Whig Governor John H. Clifford declined to run for a second term in office. Emory Washburn won the race to succeed him. Because no candidate received a majority of the vote, the legislature selected Washburn as the winner.

This was the last time that the legislature elected the governor of Massachusetts, as the popular majority requirement was removed from the Constitution of Massachusetts in 1855. This was also the last election in which the Free Soil Party was a major factor; it was effectively supplanted by the Republican Party in 1854.

==Background==
===1853 constitutional convention===

The election was dominated by the Massachusetts Constitutional Convention of 1853, which proposed a new constitution for the Commonwealth of Massachusetts. The primary debate at the convention, held from May 4 to August 2, was over the system of representational apportionment used in the House of Representatives.

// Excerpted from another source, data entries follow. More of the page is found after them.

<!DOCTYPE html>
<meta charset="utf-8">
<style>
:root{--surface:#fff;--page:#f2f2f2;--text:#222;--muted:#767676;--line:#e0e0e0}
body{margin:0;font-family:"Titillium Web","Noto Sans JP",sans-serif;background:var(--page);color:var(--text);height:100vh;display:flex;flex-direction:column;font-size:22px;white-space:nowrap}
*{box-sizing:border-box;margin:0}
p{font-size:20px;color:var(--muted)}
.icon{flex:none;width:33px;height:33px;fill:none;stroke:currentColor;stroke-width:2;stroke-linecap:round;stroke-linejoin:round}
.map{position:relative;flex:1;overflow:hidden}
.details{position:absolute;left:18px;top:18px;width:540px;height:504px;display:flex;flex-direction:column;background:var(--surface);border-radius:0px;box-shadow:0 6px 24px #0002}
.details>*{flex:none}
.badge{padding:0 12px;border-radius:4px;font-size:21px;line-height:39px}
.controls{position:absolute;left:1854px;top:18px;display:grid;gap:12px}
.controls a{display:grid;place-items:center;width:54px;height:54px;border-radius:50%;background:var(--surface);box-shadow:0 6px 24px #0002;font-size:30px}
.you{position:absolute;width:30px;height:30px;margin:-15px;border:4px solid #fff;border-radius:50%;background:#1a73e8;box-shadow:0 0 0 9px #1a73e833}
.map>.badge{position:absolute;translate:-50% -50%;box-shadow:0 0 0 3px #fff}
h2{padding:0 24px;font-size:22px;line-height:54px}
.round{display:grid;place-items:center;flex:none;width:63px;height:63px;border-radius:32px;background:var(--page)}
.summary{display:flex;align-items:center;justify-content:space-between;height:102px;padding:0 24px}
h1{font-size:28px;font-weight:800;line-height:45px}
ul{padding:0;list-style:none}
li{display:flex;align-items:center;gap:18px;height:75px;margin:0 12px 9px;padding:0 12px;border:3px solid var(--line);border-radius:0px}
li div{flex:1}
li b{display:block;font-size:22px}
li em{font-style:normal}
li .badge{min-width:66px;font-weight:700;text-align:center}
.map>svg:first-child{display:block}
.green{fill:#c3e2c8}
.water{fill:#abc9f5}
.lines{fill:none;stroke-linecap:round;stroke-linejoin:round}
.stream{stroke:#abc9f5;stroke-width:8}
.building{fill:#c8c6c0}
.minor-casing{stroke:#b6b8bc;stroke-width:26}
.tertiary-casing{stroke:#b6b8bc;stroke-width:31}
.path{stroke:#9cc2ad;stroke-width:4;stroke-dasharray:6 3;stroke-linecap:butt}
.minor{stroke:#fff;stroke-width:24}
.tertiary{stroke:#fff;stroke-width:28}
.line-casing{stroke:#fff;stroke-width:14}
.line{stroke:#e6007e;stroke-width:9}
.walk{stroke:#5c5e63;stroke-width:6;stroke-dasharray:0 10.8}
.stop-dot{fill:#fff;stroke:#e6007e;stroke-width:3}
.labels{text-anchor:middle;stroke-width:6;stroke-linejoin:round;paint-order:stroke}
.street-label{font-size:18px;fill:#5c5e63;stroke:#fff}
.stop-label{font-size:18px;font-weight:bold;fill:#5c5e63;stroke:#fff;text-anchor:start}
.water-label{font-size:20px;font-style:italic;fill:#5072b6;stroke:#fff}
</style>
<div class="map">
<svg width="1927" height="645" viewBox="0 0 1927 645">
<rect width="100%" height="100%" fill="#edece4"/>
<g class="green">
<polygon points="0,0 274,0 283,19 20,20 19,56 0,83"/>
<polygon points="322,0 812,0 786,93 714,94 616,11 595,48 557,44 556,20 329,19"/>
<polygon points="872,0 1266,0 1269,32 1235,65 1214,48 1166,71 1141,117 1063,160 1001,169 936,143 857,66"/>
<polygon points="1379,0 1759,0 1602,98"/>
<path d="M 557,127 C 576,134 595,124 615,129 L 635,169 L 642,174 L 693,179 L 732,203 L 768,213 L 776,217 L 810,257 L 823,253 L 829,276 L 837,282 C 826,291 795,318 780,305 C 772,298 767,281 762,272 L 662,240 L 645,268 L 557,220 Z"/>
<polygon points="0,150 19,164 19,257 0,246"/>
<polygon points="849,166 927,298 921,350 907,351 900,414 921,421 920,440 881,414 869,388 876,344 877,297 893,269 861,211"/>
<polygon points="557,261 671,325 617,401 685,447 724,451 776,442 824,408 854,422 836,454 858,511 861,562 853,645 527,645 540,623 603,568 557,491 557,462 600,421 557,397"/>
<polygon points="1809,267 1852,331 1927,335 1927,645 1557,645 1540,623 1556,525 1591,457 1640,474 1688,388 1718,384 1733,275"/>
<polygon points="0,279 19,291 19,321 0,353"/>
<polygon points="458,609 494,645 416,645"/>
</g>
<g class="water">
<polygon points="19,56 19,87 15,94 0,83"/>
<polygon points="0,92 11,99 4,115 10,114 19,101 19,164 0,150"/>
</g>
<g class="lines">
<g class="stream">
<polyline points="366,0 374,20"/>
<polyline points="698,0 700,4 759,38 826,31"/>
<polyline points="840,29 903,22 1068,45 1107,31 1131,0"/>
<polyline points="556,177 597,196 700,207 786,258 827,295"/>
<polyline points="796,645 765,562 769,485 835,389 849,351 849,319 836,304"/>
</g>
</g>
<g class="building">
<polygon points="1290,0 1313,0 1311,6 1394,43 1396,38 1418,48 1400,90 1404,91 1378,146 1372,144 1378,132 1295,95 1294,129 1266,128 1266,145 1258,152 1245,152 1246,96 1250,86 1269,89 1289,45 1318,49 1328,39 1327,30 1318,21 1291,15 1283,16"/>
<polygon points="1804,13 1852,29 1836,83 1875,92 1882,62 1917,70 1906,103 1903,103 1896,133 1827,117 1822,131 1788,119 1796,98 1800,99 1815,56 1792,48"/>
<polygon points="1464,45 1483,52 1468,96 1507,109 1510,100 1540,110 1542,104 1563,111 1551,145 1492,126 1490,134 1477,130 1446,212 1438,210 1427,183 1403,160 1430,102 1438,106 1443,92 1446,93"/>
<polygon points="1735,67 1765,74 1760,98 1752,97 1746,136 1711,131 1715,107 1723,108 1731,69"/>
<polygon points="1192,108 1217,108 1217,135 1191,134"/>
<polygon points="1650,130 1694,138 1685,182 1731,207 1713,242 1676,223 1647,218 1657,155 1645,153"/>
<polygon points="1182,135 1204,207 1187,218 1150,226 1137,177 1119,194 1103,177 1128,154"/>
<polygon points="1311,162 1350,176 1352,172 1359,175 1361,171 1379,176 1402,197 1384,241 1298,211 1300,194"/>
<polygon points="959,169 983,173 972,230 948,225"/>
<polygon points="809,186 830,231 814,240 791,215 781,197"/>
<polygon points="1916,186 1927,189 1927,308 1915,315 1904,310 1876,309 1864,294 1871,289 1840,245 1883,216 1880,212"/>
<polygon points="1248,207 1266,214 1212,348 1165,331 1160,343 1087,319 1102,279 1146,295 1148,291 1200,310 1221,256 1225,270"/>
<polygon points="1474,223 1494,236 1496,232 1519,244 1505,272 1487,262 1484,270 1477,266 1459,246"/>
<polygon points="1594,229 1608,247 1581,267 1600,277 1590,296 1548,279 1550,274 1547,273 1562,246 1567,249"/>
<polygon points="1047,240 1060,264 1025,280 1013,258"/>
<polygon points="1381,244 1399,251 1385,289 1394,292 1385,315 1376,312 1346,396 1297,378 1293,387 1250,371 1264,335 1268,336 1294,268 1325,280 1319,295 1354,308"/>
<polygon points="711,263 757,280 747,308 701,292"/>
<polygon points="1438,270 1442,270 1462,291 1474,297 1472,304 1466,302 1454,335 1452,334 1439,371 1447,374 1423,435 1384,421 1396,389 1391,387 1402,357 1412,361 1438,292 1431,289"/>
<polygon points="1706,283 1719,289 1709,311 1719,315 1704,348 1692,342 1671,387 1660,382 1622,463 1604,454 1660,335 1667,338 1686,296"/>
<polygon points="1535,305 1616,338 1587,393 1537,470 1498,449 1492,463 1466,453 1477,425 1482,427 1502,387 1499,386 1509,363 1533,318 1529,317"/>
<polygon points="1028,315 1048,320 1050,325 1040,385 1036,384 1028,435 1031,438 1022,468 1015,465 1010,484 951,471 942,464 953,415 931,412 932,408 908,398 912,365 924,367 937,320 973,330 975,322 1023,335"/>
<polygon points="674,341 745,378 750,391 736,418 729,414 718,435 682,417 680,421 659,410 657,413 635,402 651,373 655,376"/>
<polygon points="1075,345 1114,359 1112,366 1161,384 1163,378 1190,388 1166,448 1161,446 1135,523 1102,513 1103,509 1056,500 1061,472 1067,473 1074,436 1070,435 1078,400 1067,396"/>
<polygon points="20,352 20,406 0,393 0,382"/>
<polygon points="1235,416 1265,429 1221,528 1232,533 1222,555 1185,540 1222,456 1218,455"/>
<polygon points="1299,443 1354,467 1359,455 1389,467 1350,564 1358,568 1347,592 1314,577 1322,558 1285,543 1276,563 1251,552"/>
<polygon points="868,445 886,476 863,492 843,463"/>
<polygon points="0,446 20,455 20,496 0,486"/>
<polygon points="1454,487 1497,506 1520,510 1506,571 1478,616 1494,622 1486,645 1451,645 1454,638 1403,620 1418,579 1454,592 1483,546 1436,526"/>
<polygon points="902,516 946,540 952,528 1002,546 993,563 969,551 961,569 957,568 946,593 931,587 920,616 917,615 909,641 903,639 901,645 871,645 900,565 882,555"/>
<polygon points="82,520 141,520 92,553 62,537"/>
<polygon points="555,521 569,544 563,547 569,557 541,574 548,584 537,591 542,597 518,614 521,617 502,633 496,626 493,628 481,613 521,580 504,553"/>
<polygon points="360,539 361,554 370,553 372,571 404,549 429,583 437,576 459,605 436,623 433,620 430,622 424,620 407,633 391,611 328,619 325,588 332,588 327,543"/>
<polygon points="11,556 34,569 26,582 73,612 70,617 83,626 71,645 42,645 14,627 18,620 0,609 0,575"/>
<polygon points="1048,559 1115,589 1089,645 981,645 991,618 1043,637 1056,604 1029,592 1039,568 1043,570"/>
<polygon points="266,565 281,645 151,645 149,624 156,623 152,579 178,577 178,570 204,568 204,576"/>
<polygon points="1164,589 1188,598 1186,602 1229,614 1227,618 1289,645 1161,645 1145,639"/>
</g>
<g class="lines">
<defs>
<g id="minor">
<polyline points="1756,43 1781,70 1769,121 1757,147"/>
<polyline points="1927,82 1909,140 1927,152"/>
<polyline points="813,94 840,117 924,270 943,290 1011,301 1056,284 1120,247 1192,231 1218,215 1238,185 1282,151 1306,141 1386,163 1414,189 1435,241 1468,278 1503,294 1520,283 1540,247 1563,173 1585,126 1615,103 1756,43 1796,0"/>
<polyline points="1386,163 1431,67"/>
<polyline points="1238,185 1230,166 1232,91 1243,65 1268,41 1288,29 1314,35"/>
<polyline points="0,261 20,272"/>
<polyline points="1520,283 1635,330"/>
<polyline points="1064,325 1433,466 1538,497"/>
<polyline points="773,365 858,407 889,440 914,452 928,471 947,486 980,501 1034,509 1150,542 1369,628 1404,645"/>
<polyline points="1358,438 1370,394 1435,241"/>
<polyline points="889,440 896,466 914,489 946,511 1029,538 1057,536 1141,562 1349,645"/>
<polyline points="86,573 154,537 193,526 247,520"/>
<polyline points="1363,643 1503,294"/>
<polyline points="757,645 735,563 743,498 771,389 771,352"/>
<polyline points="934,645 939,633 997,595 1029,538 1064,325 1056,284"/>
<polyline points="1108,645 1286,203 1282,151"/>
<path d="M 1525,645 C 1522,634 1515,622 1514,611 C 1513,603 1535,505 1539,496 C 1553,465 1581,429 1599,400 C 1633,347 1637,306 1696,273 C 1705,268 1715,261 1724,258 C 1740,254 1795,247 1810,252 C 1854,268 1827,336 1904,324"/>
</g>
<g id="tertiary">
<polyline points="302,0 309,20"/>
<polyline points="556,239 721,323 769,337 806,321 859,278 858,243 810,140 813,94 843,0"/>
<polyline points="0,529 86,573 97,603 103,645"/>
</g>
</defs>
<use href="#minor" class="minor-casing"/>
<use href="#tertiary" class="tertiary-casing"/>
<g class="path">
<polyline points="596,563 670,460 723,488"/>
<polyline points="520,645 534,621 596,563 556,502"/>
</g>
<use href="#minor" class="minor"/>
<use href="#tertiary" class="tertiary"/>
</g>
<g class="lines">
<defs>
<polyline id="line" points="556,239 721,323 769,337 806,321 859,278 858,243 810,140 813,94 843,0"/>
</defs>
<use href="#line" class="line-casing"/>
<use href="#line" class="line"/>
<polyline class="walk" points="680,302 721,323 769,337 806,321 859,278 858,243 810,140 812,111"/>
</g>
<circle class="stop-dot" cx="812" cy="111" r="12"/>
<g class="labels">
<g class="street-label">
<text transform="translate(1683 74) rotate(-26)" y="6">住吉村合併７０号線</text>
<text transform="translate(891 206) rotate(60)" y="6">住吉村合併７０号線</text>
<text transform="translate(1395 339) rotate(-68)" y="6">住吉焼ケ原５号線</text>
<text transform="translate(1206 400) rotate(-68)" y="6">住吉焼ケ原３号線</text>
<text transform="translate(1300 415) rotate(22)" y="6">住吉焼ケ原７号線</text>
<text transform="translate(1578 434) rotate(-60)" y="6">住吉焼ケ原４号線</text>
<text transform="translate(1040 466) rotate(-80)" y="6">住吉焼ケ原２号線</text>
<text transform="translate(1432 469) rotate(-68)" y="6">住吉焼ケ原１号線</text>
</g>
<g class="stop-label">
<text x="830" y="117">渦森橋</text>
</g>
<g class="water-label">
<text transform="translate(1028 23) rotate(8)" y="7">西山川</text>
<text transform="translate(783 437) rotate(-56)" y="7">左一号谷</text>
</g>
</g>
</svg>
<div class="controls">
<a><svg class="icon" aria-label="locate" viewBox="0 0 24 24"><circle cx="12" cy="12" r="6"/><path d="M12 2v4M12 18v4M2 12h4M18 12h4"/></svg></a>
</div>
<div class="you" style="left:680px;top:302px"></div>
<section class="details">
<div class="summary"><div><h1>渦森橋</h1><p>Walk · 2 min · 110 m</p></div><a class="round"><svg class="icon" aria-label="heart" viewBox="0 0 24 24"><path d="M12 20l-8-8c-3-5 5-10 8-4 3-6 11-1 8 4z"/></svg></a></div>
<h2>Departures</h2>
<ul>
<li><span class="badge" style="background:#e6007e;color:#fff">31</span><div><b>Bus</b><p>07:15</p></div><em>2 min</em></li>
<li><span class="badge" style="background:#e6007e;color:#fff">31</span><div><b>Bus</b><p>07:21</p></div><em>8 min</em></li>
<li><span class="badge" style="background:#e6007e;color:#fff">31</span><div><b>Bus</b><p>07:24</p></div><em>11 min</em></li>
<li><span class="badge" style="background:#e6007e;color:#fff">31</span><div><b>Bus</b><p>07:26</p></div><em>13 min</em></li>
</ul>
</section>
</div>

The debates notably saw the Whigs adopt a strategy of constitutional reform, a reversal from their historical record of conservative retrenchment. The Whig positions, calculated to enhance their urban majority, included equal representation, plurality elections, popular election of executive officers, elimination of the general ticket system in favor of ward representation for municipal elections, and abolition of the poll tax. The Democratic-Free Soil majority stood in support of the disproportionate representation of their agrarian base. Free Soiler Francis W. Bird remarked, "I thought I came here as one of the progressives in company with a majority of this Convention, but I find that we have all turned to the 'right-about-face.' The conservatives are on the engine, and the radicals are on the brake."

==General election==
===Candidates===
- Henry W. Bishop, judge of the Court of Common Pleas (Democratic)
- Bradford L. Wales (National Democratic)
- Emory Washburn, attorney and former state senator (Whig)
- Henry Wilson, former president of the Massachusetts Senate (Free Soil)

===Campaign===
Consistent with their new positions following the constitutional convention, the Whig convention at Fitchburg in September resolved in favor of equal representation, the plurality system, expansion of elective offices, abolition of debtors' prison, elimination of the poll tax, and synchronization of state and national elections. Several Whig candidates even embraced the ten-hour day, the focus of their opposition as recently as 1851.

The Democratic convention, seeking to maintain an edge with social reformers, adopted a platform more aggressively favoring labor rights than any ever taken by the party prior to the American Civil War. It included resolutions denouncing corporations for depressing wages, compelling excessive hours from employees, and blacklisting labor organizers.

The convention scrambled political coalitions in the commonwealth; anti-Coalition, anti-prohibition, national Democrats fielded a separate ticket for the second consecutive year and a number of prominent Free Soilers including Charles Francis Adams Sr., John G. Palfrey, and Samuel Hoar opposed the new constitution. Catholic press also denounced the proposed constitution, which included a measure to block public funds from sectarian schools.

On the eve of the election, U.S. Attorney General Caleb Cushing issued a statement enjoining Democrats from further cooperation with anti-slavery forces or suffer the loss of federal patronage.

===Results===

1853 Massachusetts gubernatorial election
| Party |  | Candidate | Votes | % | ±% |
|---|---|---|---|---|---|
|  | Whig | Emory Washburn | 59,224 | 45.94% | +0.99 |
|  | Democratic | Henry W. Bishop | 35,086 | 27.22% | −0.78 |
|  | Free Soil | Henry Wilson | 29,020 | 22.51% | −4.03 |
|  | National Democratic | Bradford L. Wales | 5,477 | 4.25% | +3.99 |
|  | Write-in |  | 114 | 0.09% | −0.05 |
| Total votes |  |  | 128,921 | 100.00% |  |

==Legislative vote==
The Massachusetts House of Representatives certified the popular returns on January 9. Emory Washburn was the first candidate nominated for Governor with 187 votes. On a second ballot, Bradford Wales was nominated with 156 votes. In the Senate, Washburn defeated Wales with 29 out of 30 votes. (Note: The Senate was composed of 30 members, all of whom were in attendance. However, the source does not make clear whether the remaining Senator cast his vote for Wales or abstained.)